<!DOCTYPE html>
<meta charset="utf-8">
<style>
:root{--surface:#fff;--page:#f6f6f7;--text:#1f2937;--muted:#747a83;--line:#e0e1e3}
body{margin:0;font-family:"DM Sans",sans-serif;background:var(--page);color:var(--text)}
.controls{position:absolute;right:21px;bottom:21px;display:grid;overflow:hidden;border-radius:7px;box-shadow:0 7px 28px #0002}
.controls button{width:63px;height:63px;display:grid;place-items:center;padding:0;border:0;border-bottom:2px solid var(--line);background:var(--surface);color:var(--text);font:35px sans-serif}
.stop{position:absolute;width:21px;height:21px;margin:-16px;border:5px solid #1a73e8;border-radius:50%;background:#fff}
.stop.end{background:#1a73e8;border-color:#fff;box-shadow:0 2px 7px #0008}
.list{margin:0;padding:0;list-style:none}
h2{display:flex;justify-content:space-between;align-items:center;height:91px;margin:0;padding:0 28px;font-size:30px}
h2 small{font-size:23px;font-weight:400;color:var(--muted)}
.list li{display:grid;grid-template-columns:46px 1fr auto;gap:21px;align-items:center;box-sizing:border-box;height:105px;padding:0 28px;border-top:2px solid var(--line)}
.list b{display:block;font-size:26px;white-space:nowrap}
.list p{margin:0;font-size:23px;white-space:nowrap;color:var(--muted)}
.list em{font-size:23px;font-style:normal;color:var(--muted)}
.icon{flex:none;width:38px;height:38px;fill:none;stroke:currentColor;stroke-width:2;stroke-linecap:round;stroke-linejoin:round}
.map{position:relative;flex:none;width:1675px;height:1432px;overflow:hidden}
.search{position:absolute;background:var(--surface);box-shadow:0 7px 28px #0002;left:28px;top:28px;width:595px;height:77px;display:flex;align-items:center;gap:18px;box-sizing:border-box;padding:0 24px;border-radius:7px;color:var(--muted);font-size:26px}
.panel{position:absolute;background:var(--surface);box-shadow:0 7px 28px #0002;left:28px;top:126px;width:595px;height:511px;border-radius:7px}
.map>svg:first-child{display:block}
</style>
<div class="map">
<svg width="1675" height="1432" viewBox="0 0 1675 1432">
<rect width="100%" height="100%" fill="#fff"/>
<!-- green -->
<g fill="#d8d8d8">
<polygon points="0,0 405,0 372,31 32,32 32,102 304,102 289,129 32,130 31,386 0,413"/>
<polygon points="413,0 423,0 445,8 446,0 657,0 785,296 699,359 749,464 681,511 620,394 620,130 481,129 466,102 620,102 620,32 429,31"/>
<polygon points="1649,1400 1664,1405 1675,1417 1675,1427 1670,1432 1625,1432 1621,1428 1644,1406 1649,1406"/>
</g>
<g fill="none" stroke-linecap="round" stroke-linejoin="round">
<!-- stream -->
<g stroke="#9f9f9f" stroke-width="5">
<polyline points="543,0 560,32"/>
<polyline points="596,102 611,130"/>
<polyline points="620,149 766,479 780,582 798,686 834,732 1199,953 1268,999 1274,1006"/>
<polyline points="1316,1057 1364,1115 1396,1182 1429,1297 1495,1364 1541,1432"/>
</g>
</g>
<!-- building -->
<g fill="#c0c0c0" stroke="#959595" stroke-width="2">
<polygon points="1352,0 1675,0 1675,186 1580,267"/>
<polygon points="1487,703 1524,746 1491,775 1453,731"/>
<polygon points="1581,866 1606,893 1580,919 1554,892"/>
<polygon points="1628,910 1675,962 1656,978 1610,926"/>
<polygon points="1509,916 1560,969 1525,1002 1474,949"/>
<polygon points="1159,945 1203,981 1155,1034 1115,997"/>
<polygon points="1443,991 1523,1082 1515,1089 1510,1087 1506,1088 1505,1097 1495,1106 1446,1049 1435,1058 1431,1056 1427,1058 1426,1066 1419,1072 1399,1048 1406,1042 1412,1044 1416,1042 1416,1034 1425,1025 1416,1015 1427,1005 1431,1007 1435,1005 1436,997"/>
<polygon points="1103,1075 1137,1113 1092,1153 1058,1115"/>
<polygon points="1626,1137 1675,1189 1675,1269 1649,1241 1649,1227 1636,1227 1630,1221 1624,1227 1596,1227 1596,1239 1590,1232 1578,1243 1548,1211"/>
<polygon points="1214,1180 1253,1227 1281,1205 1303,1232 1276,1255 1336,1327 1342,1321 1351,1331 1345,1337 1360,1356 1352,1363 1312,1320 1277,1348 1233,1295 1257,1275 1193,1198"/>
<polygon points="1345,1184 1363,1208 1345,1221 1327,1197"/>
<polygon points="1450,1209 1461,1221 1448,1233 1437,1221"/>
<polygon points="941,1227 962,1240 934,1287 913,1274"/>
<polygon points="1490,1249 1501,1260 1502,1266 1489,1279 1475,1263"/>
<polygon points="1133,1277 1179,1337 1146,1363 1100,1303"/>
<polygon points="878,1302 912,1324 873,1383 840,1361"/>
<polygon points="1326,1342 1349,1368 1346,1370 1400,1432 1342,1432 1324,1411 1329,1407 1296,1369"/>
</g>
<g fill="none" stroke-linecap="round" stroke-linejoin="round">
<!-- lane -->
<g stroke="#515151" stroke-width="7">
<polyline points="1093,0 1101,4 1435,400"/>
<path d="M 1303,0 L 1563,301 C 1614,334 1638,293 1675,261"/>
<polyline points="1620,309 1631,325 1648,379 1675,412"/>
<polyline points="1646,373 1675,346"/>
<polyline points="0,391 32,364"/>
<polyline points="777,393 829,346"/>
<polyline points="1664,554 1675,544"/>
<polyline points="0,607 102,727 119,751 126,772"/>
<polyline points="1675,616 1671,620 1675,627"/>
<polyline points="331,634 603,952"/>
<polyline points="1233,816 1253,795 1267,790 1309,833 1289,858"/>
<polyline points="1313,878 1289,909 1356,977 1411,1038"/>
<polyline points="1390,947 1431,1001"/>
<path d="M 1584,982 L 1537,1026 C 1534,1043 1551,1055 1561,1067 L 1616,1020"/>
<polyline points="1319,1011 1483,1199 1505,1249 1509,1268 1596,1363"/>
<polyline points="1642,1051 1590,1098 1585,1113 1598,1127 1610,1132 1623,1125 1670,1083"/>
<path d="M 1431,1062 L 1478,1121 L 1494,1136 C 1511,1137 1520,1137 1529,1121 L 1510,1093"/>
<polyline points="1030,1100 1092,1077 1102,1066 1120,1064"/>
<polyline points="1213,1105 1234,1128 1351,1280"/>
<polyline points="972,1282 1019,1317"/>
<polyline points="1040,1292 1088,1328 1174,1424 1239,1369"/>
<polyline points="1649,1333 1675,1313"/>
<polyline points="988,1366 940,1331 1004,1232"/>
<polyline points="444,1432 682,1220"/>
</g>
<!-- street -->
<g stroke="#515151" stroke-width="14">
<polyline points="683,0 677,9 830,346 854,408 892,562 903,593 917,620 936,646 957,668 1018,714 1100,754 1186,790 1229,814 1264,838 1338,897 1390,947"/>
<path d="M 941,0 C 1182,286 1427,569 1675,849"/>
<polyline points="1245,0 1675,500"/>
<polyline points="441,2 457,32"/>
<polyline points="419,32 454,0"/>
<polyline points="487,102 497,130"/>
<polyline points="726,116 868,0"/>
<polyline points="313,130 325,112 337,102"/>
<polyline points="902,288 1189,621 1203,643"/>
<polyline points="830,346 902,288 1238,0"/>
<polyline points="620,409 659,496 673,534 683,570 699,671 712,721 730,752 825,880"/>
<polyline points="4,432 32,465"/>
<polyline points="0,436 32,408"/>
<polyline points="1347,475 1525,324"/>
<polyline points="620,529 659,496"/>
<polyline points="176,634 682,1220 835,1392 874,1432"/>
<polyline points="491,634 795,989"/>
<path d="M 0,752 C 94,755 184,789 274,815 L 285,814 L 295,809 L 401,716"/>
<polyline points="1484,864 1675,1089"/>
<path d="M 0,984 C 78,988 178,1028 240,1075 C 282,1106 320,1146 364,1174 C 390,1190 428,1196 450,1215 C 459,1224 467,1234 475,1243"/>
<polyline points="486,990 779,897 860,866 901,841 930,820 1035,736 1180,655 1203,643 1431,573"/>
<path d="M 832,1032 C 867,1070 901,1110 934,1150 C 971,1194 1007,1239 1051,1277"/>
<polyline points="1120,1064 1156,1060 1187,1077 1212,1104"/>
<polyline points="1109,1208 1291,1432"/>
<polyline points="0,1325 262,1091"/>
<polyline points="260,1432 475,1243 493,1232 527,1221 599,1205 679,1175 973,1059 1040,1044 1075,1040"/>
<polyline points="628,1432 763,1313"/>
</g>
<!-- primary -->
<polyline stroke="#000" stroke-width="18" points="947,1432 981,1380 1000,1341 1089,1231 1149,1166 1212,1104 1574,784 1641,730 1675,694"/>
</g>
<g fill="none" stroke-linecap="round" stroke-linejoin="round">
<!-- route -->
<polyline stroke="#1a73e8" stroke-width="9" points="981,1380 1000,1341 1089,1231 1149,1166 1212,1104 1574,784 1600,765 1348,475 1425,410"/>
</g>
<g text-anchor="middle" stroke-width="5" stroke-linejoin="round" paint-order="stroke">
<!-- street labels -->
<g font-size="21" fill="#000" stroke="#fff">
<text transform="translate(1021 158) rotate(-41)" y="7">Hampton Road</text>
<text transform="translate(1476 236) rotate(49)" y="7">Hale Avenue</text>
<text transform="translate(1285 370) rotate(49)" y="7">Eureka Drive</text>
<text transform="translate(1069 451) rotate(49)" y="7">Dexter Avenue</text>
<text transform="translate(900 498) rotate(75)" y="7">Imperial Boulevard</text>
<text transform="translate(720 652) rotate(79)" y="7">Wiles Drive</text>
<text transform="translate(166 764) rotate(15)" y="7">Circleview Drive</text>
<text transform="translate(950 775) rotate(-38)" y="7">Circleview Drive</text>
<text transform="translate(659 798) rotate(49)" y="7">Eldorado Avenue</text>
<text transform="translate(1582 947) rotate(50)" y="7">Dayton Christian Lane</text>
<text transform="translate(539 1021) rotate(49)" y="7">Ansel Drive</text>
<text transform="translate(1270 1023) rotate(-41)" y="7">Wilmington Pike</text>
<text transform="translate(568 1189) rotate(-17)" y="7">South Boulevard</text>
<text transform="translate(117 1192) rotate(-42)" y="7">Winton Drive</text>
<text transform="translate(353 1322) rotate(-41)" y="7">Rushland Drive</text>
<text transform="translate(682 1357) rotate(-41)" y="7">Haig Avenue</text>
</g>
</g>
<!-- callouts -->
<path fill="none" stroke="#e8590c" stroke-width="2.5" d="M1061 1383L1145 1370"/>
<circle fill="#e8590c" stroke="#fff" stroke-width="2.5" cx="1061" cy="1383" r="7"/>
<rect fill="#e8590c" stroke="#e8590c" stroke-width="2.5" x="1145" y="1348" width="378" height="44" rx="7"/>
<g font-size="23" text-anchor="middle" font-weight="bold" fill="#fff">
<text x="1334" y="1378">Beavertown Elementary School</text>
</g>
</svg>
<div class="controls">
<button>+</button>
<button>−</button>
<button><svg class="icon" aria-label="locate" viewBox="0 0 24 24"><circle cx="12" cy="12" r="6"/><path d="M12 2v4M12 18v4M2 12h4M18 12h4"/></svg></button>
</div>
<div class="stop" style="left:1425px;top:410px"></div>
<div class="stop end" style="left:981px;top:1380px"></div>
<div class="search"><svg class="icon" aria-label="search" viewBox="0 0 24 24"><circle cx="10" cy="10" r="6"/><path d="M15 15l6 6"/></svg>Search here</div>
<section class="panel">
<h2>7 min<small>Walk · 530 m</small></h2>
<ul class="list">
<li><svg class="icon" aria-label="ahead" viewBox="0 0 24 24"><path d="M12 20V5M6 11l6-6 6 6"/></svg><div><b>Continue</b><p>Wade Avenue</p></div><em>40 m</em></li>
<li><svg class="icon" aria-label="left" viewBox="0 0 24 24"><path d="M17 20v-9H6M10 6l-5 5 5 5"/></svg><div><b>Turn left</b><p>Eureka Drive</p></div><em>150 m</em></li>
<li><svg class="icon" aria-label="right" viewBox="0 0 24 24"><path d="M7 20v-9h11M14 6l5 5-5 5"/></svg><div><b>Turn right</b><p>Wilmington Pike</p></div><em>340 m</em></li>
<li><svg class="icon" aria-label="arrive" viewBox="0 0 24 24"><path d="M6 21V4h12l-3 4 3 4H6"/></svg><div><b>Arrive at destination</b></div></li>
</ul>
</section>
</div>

◇ ◇ ◇ ◇ ◇ ◇ ◇

_TASK REQUIREMENTS_
When the string "white" occurs in a line of the material, that line belongs in the answer.

_ANSWER FOR THIS EXERCISE_
.list b{display:block;font-size:26px;white-space:nowrap}
.list p{margin:0;font-size:23px;white-space:nowrap;color:var(--muted)}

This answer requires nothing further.